#### [Aim of the task]
Nothing in the data may be altered, so output all of it exactly.

#### [Data for analysis]

★ ★ ★ ★

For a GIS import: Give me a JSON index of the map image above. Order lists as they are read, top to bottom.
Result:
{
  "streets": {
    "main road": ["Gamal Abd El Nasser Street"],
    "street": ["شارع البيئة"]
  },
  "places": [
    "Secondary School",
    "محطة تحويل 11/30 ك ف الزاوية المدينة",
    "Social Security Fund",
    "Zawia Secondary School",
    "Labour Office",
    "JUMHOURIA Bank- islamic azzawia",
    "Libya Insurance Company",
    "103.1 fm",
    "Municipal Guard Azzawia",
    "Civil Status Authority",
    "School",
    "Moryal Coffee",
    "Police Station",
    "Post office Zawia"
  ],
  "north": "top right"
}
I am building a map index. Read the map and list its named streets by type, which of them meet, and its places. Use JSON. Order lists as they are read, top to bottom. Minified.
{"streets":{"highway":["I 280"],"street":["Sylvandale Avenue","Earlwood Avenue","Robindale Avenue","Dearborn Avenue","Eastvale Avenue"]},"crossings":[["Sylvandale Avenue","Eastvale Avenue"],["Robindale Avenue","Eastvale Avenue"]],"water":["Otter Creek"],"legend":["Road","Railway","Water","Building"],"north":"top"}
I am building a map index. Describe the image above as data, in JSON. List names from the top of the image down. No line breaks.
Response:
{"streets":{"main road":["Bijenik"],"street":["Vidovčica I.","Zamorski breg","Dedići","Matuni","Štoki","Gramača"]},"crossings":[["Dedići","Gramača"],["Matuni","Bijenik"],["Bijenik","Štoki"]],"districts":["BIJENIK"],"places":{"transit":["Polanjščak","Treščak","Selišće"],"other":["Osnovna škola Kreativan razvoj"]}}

★ ★ ★ ★

#### [Expected answer]
For a GIS import: Give me a JSON index of the map image above. Order lists as they are read, top to bottom.
Result:
{
  "streets": {
    "main road": ["Gamal Abd El Nasser Street"],
    "street": ["شارع البيئة"]
  },
  "places": [
    "Secondary School",
    "محطة تحويل 11/30 ك ف الزاوية المدينة",
    "Social Security Fund",
    "Zawia Secondary School",
    "Labour Office",
    "JUMHOURIA Bank- islamic azzawia",
    "Libya Insurance Company",
    "103.1 fm",
    "Municipal Guard Azzawia",
    "Civil Status Authority",
    "School",
    "Moryal Coffee",
    "Police Station",
    "Post office Zawia"
  ],
  "north": "top right"
}
I am building a map index. Read the map and list its named streets by type, which of them meet, and its places. Use JSON. Order lists as they are read, top to bottom. Minified.
{"streets":{"highway":["I 280"],"street":["Sylvandale Avenue","Earlwood Avenue","Robindale Avenue","Dearborn Avenue","Eastvale Avenue"]},"crossings":[["Sylvandale Avenue","Eastvale Avenue"],["Robindale Avenue","Eastvale Avenue"]],"water":["Otter Creek"],"legend":["Road","Railway","Water","Building"],"north":"top"}
I am building a map index. Describe the image above as data, in JSON. List names from the top of the image down. No line breaks.
Response:
{"streets":{"main road":["Bijenik"],"street":["Vidovčica I.","Zamorski breg","Dedići","Matuni","Štoki","Gramača"]},"crossings":[["Dedići","Gramača"],["Matuni","Bijenik"],["Bijenik","Štoki"]],"districts":["BIJENIK"],"places":{"transit":["Polanjščak","Treščak","Selišće"],"other":["Osnovna škola Kreativan razvoj"]}}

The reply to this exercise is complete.